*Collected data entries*
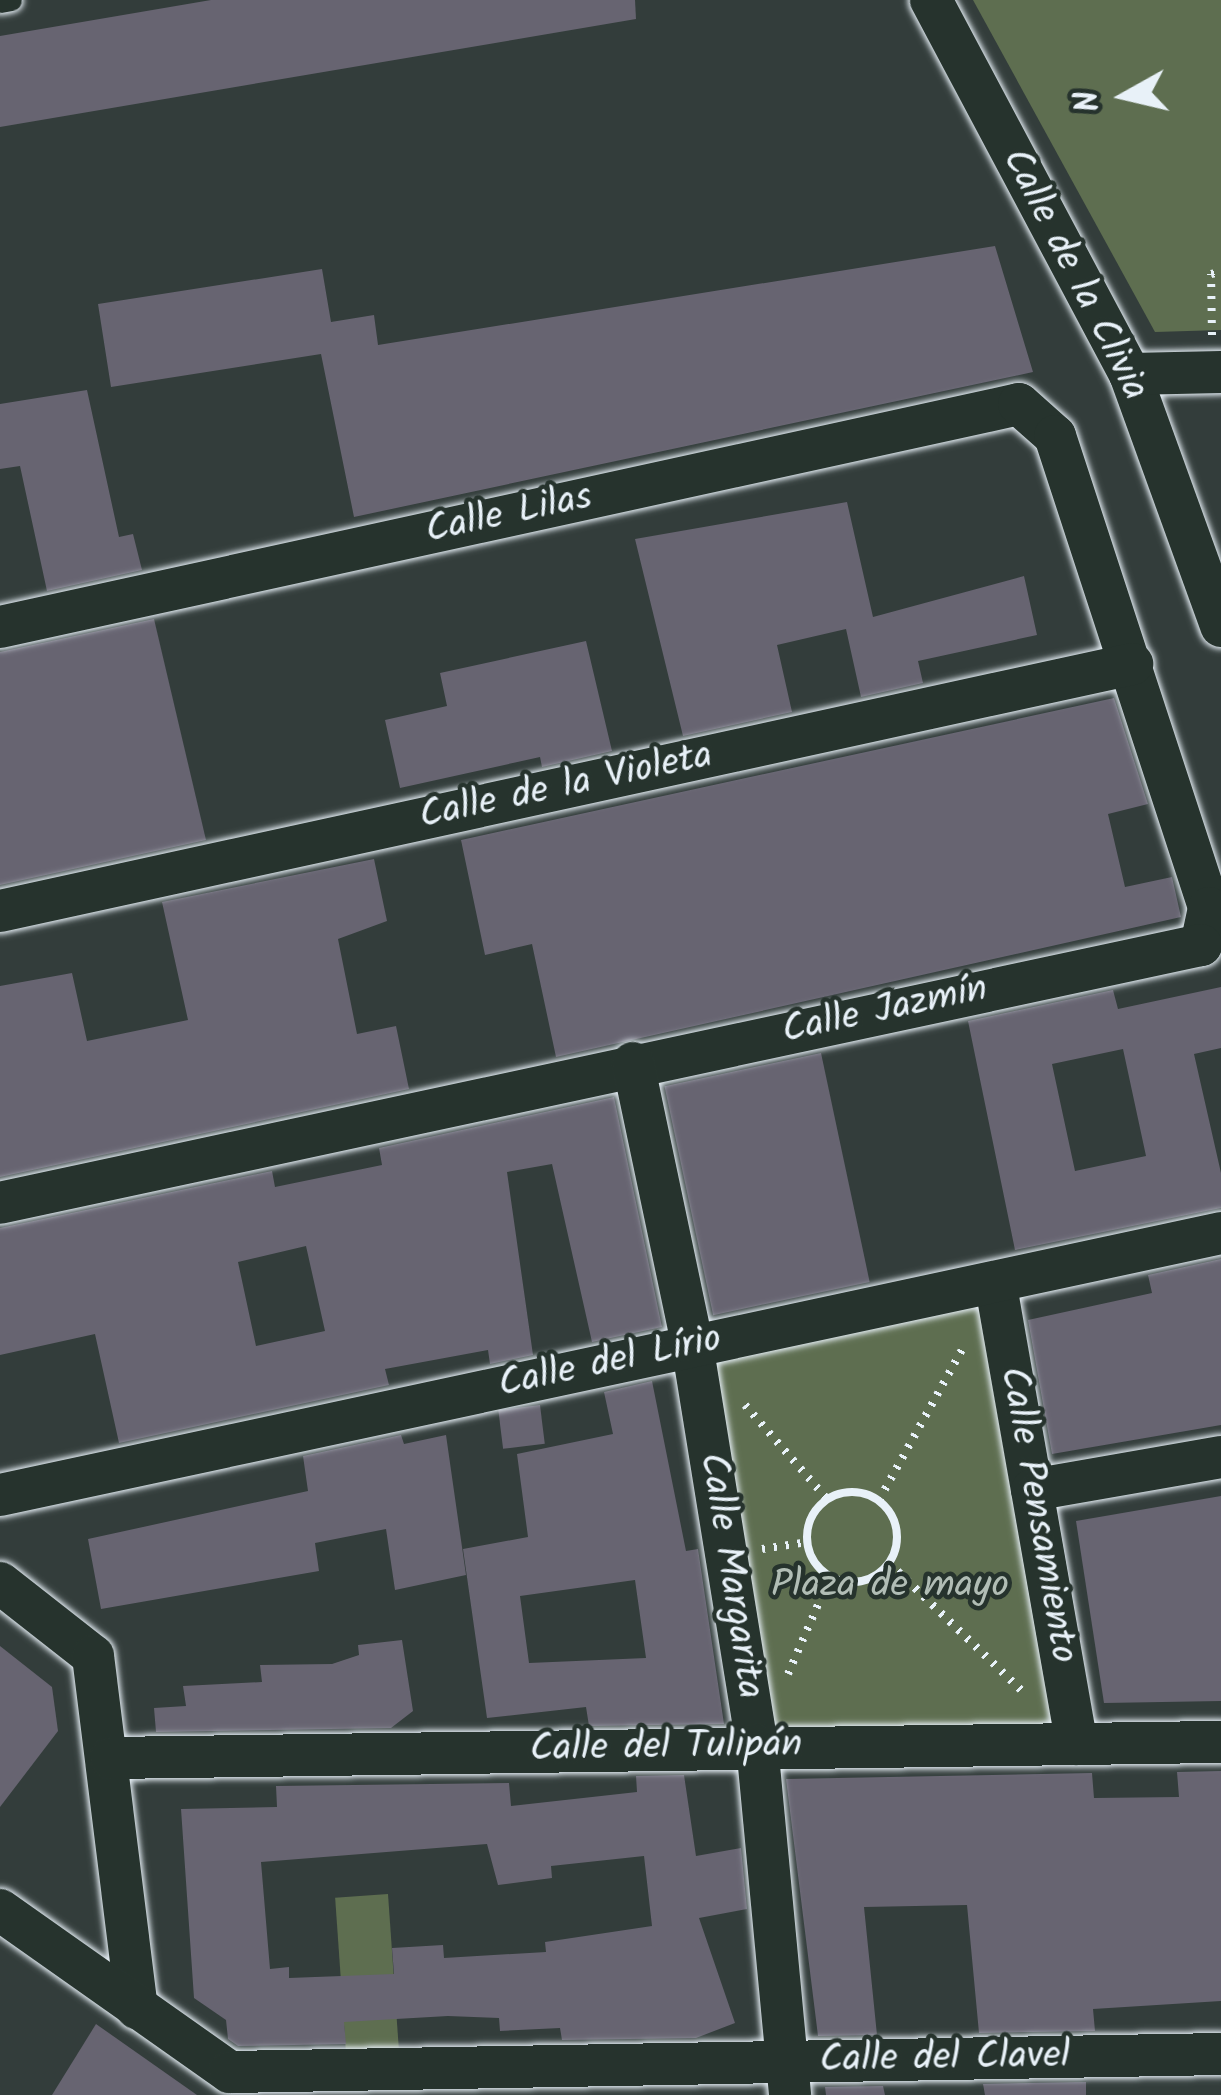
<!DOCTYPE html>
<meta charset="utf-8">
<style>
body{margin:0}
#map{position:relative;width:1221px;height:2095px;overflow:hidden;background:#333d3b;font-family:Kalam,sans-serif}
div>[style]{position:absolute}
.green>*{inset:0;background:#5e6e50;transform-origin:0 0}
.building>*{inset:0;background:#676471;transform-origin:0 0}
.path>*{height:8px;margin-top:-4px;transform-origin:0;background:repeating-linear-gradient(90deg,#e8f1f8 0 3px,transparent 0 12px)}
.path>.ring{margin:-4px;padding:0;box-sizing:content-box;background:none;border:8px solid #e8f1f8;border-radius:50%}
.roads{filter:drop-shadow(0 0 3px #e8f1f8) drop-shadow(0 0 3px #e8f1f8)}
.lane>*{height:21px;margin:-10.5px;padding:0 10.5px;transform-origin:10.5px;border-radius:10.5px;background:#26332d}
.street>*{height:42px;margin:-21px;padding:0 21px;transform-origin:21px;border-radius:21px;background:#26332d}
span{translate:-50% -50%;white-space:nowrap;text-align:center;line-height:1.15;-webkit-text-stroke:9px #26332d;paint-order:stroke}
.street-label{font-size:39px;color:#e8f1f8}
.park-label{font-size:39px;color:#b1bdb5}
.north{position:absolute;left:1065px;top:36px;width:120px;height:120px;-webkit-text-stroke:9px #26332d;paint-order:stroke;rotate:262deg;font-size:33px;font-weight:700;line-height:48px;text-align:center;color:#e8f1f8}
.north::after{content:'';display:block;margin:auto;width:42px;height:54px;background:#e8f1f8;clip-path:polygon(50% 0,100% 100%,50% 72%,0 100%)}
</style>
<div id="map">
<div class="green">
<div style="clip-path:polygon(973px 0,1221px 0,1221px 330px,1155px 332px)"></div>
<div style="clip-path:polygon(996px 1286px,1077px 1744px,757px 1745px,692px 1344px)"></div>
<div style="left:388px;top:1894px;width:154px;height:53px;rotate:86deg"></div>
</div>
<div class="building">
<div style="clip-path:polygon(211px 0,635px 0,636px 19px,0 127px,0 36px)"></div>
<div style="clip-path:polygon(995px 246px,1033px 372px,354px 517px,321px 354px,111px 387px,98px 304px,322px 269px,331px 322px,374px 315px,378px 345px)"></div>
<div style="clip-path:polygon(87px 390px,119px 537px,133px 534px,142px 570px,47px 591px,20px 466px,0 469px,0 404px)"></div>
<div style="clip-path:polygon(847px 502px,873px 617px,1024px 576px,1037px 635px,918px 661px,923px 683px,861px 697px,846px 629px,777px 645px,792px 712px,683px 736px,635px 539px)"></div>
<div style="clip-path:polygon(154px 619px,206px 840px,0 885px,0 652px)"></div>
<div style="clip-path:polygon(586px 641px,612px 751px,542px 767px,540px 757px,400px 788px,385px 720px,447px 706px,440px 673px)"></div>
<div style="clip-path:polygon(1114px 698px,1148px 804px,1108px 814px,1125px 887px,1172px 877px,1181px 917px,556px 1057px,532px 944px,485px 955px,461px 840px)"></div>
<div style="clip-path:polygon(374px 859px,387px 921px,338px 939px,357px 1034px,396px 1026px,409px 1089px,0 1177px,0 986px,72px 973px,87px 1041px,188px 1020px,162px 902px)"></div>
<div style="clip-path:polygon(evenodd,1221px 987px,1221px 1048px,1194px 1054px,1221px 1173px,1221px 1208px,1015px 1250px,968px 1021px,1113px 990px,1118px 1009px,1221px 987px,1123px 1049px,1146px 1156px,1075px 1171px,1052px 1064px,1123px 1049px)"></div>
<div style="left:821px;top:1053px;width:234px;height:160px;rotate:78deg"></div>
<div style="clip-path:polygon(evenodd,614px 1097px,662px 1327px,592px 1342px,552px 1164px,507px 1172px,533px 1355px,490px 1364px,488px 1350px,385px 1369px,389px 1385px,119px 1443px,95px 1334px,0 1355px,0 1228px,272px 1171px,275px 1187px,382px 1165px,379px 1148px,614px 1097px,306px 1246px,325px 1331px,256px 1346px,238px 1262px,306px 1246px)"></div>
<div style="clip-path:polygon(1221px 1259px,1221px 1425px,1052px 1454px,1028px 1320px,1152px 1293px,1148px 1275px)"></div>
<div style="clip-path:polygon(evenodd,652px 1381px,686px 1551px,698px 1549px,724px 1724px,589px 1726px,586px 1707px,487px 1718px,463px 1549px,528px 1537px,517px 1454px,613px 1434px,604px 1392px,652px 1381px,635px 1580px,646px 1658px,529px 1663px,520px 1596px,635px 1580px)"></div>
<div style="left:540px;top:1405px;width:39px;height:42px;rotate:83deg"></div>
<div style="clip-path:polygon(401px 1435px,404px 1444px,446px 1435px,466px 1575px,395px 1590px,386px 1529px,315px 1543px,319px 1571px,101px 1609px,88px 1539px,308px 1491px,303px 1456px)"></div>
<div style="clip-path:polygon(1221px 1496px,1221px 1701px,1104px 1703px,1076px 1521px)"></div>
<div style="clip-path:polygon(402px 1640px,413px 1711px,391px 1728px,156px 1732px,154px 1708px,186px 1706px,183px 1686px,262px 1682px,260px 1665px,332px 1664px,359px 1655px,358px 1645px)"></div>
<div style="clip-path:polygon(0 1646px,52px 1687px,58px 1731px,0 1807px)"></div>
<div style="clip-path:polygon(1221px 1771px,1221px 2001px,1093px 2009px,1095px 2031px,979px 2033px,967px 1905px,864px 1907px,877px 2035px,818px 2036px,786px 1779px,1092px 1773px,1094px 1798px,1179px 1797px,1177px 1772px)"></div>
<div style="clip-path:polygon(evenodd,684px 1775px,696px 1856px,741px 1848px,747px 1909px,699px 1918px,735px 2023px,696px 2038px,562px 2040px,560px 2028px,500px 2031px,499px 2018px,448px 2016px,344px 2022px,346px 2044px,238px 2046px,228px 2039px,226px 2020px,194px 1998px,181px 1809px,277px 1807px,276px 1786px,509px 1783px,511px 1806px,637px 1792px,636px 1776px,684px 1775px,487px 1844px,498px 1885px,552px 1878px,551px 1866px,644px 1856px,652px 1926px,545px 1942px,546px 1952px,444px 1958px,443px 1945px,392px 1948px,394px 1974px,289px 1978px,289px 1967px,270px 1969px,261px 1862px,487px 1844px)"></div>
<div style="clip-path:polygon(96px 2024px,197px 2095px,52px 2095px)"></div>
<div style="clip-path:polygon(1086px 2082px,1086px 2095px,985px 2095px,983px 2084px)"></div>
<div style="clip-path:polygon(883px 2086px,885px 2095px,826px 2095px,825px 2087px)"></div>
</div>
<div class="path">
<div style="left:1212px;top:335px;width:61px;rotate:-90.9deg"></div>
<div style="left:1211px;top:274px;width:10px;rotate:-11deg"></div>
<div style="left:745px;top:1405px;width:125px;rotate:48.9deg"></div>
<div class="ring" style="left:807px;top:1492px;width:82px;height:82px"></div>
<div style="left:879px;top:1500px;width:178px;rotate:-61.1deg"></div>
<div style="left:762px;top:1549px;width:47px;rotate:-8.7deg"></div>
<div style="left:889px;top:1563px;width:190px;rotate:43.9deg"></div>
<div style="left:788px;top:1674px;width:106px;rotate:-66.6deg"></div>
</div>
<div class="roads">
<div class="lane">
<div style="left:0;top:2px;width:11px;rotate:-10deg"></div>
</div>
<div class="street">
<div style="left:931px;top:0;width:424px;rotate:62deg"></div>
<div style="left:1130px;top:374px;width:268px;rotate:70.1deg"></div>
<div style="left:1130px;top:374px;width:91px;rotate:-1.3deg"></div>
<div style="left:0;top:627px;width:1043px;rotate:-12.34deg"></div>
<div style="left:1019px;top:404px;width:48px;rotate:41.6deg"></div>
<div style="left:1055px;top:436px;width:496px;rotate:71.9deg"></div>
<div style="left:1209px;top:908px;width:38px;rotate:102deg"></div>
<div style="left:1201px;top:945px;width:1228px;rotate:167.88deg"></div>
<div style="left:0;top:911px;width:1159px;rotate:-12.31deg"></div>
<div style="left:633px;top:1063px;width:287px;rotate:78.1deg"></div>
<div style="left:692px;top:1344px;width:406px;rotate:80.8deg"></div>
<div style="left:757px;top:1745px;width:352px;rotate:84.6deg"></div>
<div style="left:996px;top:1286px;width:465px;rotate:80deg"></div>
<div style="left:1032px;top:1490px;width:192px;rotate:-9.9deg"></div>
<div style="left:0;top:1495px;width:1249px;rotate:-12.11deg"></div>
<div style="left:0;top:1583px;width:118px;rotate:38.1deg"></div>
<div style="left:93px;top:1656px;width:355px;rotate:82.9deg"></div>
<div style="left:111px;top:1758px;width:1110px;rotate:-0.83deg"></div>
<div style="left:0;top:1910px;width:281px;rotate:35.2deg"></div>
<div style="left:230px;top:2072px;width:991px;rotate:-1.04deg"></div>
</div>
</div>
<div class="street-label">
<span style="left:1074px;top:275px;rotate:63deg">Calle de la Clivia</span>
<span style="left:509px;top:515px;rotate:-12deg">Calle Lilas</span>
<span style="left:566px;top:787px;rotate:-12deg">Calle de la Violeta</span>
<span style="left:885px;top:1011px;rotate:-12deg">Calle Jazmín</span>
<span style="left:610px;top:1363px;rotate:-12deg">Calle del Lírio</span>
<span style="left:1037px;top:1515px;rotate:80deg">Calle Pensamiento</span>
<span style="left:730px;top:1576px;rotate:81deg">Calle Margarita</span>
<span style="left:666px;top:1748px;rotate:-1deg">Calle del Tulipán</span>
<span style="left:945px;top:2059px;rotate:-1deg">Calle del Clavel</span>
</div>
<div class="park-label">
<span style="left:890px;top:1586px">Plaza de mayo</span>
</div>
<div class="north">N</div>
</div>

*ASSIGNMENT*
Where a picture appears, omit it; otherwise reproduce each line above from the first to the one with "3px #e8f1f8) drop-shadow(0", inclusive.

*OUTPUT FOR THIS TASK*
<!DOCTYPE html>
<meta charset="utf-8">
<style>
body{margin:0}
#map{position:relative;width:1221px;height:2095px;overflow:hidden;background:#333d3b;font-family:Kalam,sans-serif}
div>[style]{position:absolute}
.green>*{inset:0;background:#5e6e50;transform-origin:0 0}
.building>*{inset:0;background:#676471;transform-origin:0 0}
.path>*{height:8px;margin-top:-4px;transform-origin:0;background:repeating-linear-gradient(90deg,#e8f1f8 0 3px,transparent 0 12px)}
.path>.ring{margin:-4px;padding:0;box-sizing:content-box;background:none;border:8px solid #e8f1f8;border-radius:50%}
.roads{filter:drop-shadow(0 0 3px #e8f1f8) drop-shadow(0 0 3px #e8f1f8)}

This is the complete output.